Your instructions:
Can you quote, word for word, every line from the first line of the records below through the line containing "solid #fff;border-radius:50%;box-shadow:0 2px", and nothing else?

________

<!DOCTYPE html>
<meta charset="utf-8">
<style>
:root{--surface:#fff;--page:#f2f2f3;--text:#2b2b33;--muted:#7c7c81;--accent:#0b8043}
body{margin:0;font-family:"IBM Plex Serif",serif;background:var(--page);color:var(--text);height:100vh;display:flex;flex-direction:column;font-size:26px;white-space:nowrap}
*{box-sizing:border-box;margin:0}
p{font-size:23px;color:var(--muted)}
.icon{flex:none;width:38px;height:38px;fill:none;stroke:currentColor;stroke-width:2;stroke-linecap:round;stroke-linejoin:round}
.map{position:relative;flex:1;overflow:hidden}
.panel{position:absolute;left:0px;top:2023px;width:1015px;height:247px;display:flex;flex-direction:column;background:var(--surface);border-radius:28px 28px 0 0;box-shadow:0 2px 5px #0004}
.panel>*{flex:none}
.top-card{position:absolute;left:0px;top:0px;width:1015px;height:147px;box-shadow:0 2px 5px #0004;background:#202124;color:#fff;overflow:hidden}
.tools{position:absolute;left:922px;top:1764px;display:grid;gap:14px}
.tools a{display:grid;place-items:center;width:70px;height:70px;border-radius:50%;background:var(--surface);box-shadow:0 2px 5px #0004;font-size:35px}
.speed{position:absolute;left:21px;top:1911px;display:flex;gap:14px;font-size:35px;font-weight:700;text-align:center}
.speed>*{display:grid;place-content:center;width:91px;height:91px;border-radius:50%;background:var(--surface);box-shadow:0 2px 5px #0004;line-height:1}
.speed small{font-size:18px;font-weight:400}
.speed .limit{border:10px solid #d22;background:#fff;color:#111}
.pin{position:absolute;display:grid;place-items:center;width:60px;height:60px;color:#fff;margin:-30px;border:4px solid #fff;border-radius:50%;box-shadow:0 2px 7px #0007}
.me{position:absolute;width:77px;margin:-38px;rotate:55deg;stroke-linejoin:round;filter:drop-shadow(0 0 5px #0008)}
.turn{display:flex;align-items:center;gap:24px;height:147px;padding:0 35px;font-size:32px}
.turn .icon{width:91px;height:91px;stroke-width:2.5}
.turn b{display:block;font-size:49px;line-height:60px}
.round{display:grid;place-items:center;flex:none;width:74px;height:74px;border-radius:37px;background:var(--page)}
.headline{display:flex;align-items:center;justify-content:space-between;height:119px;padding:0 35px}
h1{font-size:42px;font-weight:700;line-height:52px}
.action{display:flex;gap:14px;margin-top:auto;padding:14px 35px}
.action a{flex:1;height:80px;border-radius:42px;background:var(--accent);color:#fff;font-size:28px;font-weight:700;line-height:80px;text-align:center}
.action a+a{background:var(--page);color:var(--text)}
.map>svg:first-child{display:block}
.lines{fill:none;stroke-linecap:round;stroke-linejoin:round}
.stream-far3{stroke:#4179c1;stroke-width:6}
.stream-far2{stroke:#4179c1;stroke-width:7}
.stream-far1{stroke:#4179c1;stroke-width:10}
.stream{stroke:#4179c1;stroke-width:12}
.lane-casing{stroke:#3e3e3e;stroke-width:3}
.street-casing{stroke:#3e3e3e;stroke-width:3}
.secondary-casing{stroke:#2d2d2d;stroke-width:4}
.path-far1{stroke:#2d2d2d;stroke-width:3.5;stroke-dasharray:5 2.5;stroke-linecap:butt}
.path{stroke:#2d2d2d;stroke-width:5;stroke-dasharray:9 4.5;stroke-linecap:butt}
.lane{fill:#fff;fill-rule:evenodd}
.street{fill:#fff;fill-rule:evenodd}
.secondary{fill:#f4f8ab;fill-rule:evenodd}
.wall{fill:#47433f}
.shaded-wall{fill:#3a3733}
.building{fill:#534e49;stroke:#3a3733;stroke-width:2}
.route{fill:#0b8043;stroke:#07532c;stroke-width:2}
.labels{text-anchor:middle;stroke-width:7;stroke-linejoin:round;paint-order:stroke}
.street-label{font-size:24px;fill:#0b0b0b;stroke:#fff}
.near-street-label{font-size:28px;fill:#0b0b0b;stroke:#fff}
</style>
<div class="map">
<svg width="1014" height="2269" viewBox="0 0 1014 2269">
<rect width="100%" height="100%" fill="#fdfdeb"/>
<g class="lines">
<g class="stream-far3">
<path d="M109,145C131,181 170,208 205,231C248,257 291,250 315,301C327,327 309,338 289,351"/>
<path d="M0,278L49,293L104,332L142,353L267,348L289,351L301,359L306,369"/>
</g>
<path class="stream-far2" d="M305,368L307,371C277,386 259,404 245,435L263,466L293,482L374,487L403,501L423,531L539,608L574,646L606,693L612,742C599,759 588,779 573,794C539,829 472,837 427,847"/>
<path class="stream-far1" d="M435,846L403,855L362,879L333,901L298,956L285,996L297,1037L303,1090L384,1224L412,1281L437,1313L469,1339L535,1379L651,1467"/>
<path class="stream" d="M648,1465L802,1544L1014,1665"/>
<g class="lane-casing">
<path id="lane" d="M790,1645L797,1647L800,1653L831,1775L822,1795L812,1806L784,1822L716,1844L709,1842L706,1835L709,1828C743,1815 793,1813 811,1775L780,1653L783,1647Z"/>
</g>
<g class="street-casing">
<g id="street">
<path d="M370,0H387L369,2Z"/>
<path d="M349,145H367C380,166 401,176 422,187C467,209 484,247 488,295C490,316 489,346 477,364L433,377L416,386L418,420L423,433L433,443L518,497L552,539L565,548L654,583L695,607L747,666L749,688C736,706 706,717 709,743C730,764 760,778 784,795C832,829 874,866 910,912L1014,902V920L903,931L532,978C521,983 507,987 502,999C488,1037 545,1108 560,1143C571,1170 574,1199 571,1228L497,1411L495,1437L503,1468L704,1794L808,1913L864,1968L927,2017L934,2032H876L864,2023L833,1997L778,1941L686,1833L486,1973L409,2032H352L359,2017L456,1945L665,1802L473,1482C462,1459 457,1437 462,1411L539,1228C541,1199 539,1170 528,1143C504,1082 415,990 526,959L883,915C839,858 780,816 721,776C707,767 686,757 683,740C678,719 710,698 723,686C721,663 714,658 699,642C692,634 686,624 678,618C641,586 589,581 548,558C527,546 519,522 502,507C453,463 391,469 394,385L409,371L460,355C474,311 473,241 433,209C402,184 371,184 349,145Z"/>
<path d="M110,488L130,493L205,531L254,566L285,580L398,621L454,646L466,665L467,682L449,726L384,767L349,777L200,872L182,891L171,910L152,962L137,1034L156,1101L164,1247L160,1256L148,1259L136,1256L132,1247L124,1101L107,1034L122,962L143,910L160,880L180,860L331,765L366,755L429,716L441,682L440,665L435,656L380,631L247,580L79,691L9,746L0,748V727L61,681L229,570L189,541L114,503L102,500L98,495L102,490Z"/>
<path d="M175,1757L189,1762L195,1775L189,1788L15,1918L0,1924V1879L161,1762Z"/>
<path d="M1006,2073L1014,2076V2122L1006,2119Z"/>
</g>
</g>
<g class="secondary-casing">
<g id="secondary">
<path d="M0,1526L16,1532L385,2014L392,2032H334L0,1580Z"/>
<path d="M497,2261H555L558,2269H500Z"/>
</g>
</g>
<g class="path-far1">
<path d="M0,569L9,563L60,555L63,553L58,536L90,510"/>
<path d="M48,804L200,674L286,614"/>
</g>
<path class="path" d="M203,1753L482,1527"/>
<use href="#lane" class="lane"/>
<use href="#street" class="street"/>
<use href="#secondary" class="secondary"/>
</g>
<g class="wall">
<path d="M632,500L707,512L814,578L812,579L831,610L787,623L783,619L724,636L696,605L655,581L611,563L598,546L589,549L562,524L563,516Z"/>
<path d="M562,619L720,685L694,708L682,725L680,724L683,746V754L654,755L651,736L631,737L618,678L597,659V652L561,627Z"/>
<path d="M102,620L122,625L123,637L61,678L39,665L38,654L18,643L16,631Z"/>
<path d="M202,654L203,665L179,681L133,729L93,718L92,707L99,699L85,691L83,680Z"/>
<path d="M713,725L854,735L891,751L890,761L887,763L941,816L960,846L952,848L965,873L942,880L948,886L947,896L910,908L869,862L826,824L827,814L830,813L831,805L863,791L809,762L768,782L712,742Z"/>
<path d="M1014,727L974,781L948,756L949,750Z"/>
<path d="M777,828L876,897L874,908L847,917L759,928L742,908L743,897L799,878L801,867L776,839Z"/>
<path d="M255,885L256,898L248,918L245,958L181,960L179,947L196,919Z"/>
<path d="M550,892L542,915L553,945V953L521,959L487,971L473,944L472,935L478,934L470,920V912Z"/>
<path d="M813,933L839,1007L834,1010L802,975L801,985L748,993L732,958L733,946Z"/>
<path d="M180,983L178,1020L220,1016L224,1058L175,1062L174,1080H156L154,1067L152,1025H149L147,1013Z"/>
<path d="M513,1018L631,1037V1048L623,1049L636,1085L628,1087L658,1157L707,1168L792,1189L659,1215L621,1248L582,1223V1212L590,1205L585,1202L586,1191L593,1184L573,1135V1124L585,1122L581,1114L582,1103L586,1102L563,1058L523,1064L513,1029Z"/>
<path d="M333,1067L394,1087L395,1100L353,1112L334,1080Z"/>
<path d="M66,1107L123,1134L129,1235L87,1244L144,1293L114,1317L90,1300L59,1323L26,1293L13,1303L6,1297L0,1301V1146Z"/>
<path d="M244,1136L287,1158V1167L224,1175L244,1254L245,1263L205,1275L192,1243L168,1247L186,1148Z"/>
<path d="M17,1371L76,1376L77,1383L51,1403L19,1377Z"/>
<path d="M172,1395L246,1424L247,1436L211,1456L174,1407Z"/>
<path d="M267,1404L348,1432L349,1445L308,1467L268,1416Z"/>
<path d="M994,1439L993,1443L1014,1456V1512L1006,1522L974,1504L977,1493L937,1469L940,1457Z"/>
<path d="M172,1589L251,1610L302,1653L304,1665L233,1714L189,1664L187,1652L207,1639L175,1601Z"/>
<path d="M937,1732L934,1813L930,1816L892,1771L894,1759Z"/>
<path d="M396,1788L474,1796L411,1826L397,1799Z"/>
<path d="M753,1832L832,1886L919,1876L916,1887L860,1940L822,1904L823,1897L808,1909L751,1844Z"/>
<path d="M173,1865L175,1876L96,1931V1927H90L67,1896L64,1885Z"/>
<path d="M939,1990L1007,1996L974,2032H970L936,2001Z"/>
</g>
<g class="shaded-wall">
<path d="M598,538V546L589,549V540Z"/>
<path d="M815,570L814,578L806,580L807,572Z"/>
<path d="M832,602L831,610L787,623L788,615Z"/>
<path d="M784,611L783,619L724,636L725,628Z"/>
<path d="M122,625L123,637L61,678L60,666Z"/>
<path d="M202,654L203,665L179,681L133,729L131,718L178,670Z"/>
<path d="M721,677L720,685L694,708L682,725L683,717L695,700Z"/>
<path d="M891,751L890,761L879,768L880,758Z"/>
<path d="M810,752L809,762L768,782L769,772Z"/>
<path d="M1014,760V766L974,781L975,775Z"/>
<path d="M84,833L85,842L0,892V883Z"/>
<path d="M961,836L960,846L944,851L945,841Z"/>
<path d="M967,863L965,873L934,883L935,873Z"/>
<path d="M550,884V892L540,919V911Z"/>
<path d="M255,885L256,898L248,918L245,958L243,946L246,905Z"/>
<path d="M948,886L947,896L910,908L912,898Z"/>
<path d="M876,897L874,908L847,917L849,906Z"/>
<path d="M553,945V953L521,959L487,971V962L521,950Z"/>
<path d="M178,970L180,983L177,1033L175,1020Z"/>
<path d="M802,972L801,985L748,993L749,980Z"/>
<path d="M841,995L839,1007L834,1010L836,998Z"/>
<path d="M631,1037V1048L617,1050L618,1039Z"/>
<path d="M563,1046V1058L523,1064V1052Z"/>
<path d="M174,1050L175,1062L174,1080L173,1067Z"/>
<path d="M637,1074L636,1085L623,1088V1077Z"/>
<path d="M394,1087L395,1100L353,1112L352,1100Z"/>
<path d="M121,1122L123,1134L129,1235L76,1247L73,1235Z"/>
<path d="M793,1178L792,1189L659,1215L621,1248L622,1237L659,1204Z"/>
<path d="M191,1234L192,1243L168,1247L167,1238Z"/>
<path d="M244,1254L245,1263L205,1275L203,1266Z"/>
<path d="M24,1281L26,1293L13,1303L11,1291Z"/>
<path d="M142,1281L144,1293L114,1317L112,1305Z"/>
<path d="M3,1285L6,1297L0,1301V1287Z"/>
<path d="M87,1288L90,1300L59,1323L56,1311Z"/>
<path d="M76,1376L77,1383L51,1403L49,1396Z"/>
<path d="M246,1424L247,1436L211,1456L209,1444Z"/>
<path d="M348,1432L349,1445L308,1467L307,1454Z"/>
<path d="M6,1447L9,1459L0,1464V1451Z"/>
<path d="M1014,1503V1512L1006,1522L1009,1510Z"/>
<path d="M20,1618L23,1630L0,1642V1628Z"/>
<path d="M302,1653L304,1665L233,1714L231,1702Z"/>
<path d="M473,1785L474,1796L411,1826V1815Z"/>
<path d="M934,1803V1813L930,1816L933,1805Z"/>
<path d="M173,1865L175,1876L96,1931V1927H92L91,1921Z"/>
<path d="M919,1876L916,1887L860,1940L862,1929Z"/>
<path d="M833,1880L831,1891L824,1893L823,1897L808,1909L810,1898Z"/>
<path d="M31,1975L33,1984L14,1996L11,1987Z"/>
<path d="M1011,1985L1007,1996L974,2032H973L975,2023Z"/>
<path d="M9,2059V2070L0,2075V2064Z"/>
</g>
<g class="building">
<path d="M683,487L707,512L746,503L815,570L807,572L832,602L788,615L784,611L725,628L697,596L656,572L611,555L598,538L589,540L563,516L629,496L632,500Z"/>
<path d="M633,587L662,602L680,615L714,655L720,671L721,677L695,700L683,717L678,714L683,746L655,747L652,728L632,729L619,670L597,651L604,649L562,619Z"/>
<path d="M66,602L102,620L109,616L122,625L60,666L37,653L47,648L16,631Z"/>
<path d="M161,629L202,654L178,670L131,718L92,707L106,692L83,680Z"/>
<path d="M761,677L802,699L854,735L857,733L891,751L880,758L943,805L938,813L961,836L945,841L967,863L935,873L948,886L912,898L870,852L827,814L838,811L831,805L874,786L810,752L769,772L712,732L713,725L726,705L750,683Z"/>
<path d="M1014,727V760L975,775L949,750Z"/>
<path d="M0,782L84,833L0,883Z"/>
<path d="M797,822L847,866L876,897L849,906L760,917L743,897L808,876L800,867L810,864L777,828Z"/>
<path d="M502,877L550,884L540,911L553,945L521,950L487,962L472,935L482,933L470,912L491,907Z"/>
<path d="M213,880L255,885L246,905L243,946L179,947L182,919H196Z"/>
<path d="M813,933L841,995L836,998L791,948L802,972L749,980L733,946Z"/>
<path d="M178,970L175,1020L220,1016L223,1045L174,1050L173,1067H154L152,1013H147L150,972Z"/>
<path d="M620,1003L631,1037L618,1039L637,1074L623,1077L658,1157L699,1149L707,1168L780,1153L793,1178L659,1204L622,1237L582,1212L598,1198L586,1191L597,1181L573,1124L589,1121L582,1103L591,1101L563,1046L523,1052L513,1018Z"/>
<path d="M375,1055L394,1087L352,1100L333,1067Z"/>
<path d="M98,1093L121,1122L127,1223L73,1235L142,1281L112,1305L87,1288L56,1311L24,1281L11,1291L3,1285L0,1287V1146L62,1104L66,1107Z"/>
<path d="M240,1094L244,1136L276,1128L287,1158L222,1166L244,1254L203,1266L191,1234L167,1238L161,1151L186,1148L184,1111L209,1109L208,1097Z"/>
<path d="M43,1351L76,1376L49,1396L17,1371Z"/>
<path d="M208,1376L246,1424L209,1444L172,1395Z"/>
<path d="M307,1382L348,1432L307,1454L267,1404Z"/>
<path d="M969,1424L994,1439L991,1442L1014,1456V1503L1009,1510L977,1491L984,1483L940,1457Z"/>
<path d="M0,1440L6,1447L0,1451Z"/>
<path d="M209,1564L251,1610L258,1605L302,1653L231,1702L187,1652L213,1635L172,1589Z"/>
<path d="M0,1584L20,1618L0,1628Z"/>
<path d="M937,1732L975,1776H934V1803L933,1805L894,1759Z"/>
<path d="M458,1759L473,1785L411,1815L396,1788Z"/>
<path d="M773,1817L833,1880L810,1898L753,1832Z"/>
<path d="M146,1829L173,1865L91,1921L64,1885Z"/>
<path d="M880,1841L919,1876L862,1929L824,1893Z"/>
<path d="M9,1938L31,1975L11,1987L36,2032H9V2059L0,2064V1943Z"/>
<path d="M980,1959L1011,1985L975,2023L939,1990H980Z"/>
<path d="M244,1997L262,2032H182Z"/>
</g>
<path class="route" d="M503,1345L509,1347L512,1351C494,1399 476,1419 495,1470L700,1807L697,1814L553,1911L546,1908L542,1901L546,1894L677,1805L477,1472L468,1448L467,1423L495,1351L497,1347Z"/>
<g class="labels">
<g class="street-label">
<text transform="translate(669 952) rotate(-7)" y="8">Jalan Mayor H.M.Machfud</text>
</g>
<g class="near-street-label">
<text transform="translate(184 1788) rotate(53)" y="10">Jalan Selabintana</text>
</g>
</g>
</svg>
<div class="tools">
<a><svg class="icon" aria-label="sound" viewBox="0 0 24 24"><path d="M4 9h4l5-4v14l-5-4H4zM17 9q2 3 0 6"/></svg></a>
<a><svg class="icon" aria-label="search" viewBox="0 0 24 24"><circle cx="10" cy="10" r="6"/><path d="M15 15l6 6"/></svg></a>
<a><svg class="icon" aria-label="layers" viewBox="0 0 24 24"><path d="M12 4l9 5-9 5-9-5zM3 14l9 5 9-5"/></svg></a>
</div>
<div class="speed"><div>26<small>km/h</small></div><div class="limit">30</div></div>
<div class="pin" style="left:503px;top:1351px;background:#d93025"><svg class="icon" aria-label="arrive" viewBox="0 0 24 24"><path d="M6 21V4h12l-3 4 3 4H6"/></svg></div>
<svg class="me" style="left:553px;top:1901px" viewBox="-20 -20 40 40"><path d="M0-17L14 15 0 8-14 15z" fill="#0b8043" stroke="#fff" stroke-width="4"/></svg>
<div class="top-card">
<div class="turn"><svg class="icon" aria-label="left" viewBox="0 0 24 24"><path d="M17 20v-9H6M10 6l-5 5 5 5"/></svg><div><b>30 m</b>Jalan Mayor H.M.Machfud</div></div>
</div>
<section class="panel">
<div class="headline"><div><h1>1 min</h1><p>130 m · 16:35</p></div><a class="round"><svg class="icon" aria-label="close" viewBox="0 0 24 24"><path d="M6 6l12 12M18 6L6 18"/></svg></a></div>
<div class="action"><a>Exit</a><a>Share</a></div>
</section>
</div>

________

Exercise result:
<!DOCTYPE html>
<meta charset="utf-8">
<style>
:root{--surface:#fff;--page:#f2f2f3;--text:#2b2b33;--muted:#7c7c81;--accent:#0b8043}
body{margin:0;font-family:"IBM Plex Serif",serif;background:var(--page);color:var(--text);height:100vh;display:flex;flex-direction:column;font-size:26px;white-space:nowrap}
*{box-sizing:border-box;margin:0}
p{font-size:23px;color:var(--muted)}
.icon{flex:none;width:38px;height:38px;fill:none;stroke:currentColor;stroke-width:2;stroke-linecap:round;stroke-linejoin:round}
.map{position:relative;flex:1;overflow:hidden}
.panel{position:absolute;left:0px;top:2023px;width:1015px;height:247px;display:flex;flex-direction:column;background:var(--surface);border-radius:28px 28px 0 0;box-shadow:0 2px 5px #0004}
.panel>*{flex:none}
.top-card{position:absolute;left:0px;top:0px;width:1015px;height:147px;box-shadow:0 2px 5px #0004;background:#202124;color:#fff;overflow:hidden}
.tools{position:absolute;left:922px;top:1764px;display:grid;gap:14px}
.tools a{display:grid;place-items:center;width:70px;height:70px;border-radius:50%;background:var(--surface);box-shadow:0 2px 5px #0004;font-size:35px}
.speed{position:absolute;left:21px;top:1911px;display:flex;gap:14px;font-size:35px;font-weight:700;text-align:center}
.speed>*{display:grid;place-content:center;width:91px;height:91px;border-radius:50%;background:var(--surface);box-shadow:0 2px 5px #0004;line-height:1}
.speed small{font-size:18px;font-weight:400}
.speed .limit{border:10px solid #d22;background:#fff;color:#111}
.pin{position:absolute;display:grid;place-items:center;width:60px;height:60px;color:#fff;margin:-30px;border:4px solid #fff;border-radius:50%;box-shadow:0 2px 7px #0007}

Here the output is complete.